Dataset entries:

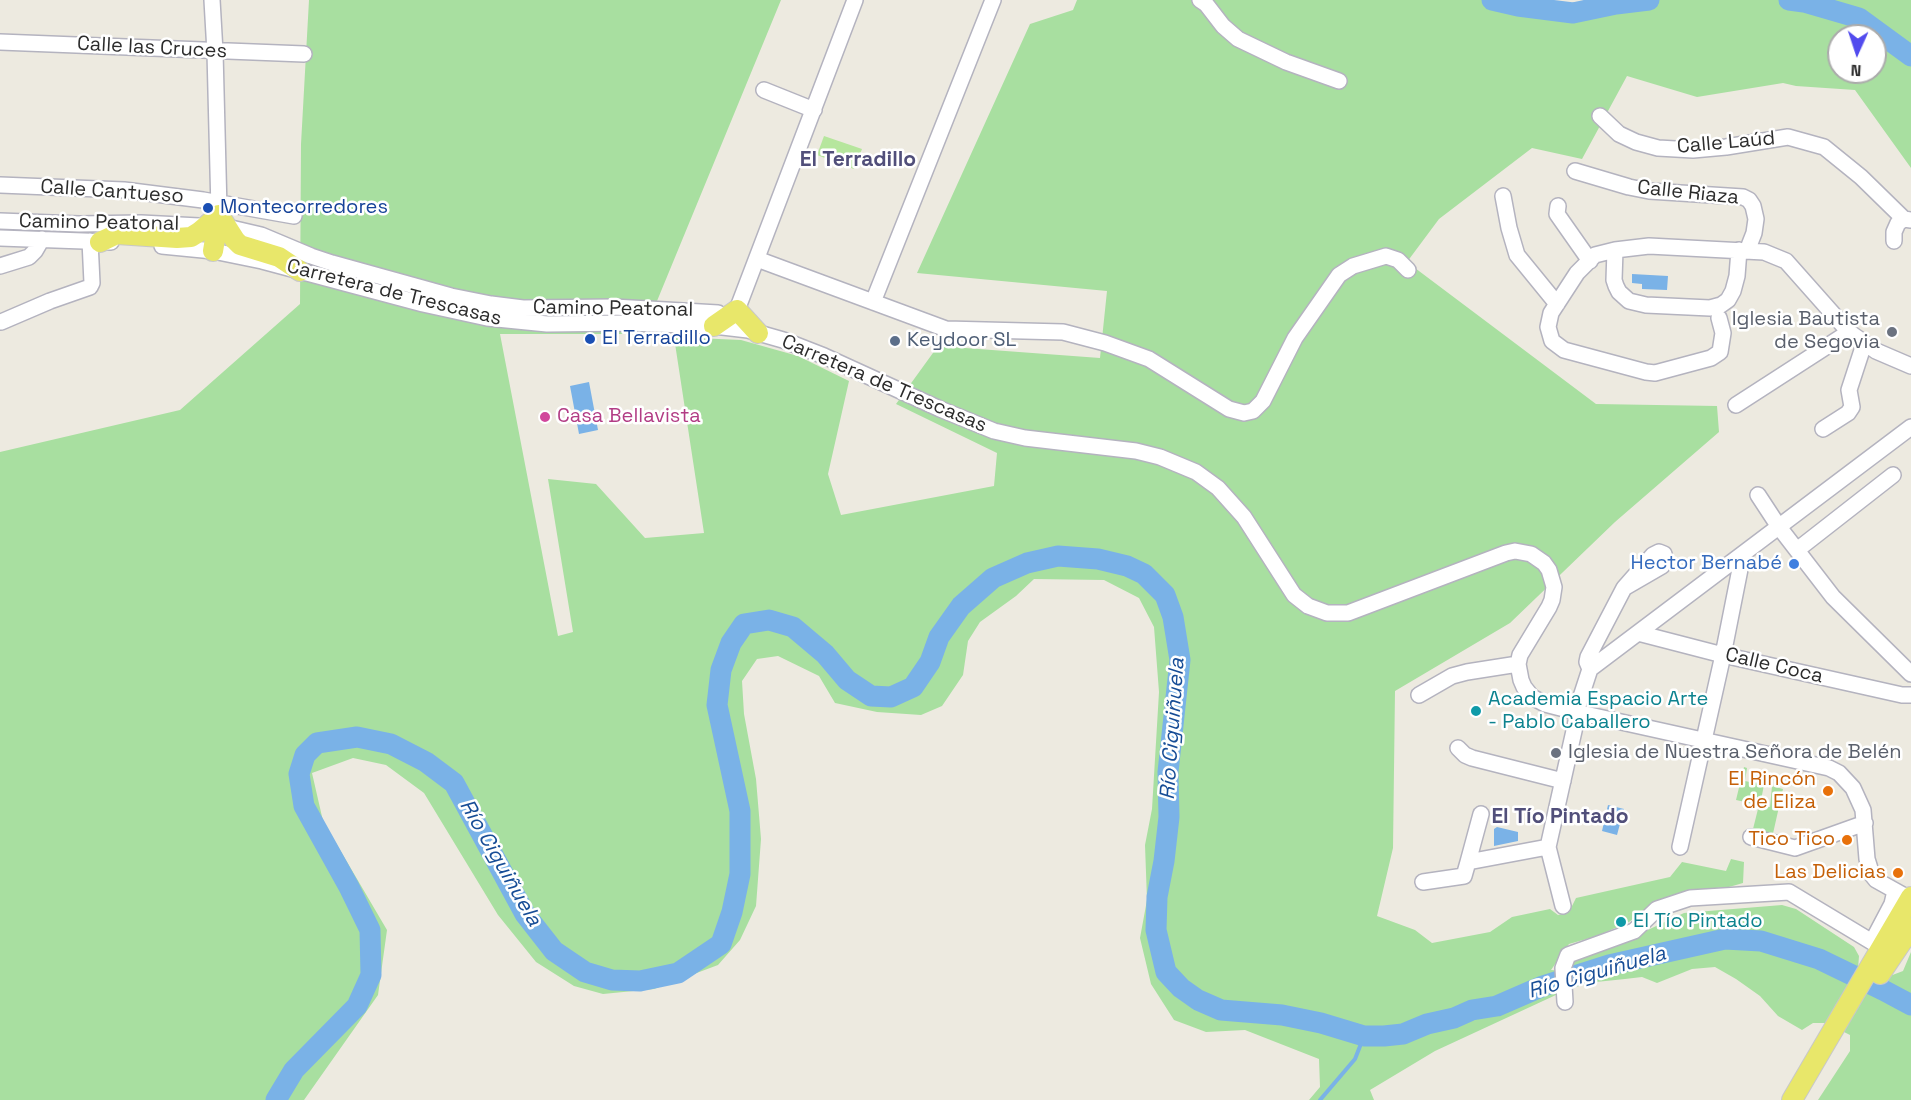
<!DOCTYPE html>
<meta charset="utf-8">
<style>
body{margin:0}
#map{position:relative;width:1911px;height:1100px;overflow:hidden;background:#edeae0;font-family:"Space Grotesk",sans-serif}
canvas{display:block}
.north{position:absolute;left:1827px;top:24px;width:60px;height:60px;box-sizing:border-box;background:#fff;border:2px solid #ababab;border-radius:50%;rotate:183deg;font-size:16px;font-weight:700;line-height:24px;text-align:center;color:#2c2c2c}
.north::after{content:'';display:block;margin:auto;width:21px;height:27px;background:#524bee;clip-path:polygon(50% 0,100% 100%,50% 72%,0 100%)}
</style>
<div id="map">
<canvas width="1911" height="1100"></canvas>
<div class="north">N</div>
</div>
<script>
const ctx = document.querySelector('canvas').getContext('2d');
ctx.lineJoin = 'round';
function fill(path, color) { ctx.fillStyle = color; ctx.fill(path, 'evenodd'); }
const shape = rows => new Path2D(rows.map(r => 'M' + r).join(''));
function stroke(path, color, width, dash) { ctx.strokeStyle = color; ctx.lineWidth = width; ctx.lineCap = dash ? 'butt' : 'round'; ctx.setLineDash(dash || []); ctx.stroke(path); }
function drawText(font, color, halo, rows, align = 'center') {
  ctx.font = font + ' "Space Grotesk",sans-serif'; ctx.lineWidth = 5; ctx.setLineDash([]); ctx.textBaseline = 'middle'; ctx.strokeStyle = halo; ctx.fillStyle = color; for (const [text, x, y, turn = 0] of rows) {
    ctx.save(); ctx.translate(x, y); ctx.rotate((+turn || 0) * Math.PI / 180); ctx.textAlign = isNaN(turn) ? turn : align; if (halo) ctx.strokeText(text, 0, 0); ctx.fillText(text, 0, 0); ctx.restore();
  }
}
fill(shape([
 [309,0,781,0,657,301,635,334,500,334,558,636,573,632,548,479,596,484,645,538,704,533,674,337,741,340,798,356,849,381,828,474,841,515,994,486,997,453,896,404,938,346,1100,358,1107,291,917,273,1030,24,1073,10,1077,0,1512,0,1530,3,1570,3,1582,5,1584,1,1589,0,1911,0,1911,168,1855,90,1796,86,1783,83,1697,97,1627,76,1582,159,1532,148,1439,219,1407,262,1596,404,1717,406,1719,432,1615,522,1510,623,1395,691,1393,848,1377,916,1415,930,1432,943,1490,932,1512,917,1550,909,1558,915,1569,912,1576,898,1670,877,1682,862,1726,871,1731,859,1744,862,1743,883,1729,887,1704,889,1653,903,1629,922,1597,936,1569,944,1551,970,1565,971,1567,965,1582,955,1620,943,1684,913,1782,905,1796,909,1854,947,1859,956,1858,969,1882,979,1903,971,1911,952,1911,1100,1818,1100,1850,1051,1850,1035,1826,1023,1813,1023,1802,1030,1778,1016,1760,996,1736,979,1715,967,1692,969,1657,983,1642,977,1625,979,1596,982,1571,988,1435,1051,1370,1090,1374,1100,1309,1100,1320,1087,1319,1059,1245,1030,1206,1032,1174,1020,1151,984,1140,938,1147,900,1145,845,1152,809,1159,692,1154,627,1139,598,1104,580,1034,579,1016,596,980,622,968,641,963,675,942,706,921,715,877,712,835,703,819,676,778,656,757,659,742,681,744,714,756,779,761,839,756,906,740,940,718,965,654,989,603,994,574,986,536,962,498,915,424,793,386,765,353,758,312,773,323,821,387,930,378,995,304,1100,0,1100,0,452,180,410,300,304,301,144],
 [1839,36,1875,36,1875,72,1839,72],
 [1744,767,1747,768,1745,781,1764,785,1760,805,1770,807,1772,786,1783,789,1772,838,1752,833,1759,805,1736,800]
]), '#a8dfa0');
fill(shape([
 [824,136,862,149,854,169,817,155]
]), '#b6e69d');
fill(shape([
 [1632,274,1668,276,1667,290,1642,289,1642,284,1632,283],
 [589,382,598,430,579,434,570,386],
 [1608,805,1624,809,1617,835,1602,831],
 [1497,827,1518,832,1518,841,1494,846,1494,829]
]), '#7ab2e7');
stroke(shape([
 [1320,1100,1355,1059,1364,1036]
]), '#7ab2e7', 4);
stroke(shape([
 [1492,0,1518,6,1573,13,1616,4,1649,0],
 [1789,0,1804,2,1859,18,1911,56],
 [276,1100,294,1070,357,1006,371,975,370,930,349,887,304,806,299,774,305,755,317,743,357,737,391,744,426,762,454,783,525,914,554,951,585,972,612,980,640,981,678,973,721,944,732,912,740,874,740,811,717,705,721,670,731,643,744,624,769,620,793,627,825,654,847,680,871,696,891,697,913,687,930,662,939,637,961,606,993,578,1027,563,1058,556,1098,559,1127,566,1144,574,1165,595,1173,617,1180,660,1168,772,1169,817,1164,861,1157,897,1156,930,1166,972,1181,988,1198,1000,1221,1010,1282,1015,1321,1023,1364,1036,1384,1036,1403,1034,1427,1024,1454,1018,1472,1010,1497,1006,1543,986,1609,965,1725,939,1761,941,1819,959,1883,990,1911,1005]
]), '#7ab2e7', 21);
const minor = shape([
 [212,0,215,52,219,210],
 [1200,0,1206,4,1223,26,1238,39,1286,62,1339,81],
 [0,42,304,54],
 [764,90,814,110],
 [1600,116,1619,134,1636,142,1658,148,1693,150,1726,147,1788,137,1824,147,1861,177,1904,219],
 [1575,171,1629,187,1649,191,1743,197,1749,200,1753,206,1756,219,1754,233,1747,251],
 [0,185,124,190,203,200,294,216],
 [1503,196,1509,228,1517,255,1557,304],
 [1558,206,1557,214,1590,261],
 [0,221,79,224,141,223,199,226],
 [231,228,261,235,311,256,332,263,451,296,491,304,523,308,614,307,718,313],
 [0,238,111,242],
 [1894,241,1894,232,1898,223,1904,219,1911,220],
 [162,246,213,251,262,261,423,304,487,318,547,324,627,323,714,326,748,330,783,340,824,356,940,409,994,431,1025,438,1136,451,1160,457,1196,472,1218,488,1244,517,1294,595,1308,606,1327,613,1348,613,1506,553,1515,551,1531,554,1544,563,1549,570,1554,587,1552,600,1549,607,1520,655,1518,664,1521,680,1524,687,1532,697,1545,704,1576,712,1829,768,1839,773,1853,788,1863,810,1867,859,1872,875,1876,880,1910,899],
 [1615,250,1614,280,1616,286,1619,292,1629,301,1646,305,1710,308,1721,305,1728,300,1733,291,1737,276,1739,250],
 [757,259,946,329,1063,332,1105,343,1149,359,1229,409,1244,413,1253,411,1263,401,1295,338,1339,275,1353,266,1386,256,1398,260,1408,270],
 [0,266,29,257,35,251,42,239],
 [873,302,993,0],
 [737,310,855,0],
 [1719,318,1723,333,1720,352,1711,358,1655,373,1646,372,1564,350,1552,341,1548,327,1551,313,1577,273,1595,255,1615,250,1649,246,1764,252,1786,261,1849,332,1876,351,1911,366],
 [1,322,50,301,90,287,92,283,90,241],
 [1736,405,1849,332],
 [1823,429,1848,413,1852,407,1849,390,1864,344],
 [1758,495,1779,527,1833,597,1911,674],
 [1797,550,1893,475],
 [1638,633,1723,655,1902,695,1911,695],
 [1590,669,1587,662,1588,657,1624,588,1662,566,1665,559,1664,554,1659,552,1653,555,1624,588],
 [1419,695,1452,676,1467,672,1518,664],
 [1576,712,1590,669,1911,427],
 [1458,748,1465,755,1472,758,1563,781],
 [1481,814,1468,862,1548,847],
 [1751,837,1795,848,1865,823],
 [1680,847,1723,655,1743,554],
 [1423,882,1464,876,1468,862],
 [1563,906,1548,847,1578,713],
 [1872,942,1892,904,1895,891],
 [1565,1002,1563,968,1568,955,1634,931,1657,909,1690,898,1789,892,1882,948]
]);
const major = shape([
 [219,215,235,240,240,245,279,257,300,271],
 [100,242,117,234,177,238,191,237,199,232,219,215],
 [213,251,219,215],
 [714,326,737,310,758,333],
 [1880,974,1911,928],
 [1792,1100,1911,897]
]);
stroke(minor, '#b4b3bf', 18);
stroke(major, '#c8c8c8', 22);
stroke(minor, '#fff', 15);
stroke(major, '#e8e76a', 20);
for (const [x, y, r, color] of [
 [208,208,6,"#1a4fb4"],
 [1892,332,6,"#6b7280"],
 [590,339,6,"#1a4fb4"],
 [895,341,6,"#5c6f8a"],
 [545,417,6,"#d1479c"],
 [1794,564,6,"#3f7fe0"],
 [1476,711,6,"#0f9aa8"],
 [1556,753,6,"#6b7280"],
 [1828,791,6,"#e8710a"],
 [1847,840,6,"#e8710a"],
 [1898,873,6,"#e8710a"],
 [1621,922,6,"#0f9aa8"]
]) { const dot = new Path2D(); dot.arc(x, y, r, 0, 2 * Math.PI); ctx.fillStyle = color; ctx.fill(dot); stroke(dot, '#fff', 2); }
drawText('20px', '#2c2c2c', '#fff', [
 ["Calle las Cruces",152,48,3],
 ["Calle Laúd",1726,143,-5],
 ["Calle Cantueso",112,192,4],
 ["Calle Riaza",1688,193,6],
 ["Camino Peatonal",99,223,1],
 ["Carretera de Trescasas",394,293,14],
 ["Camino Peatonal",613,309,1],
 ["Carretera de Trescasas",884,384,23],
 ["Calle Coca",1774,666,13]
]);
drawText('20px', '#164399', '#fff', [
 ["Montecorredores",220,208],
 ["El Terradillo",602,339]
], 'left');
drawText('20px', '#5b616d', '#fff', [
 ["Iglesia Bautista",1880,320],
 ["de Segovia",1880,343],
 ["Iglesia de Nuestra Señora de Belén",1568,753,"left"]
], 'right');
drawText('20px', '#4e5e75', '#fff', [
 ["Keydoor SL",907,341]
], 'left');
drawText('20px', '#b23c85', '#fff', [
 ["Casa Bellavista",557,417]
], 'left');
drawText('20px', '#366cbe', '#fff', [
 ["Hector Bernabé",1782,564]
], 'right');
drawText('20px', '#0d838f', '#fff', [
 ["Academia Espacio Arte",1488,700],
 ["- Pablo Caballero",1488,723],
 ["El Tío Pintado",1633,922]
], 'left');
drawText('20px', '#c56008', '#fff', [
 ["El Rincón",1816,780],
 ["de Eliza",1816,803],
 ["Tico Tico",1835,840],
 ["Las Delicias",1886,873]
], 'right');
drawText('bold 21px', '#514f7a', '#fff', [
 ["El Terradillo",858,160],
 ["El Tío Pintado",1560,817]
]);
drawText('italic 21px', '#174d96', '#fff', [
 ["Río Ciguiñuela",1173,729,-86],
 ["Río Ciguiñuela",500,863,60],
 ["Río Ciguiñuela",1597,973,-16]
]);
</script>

**AIM OF THE EXERCISE**
Search the data above for the string "canvas" and copy each line that has it.

**WRITTEN ANSWER**
canvas{display:block}
<canvas width="1911" height="1100"></canvas>
const ctx = document.querySelector('canvas').getContext('2d');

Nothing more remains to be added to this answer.